** SUPPLIED DATA follows **
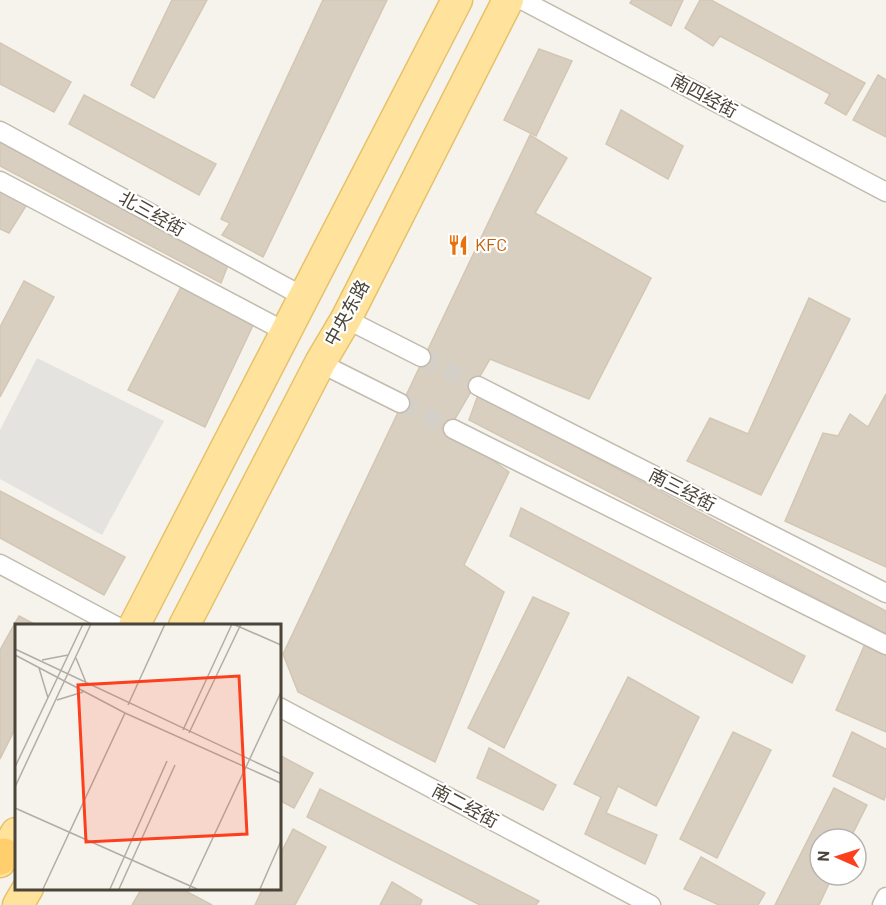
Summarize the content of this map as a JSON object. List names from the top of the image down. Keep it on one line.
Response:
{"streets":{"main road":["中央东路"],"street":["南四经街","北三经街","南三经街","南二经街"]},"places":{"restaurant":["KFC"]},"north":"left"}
** End of SUPPLIED DATA **
WHAT TO DO: Return the listing unchanged, but drop every picture.

RESULT OF THE TASK:
Summarize the content of this map as a JSON object. List names from the top of the image down. Keep it on one line.
Response:
{"streets":{"main road":["中央东路"],"street":["南四经街","北三经街","南三经街","南二经街"]},"places":{"restaurant":["KFC"]},"north":"left"}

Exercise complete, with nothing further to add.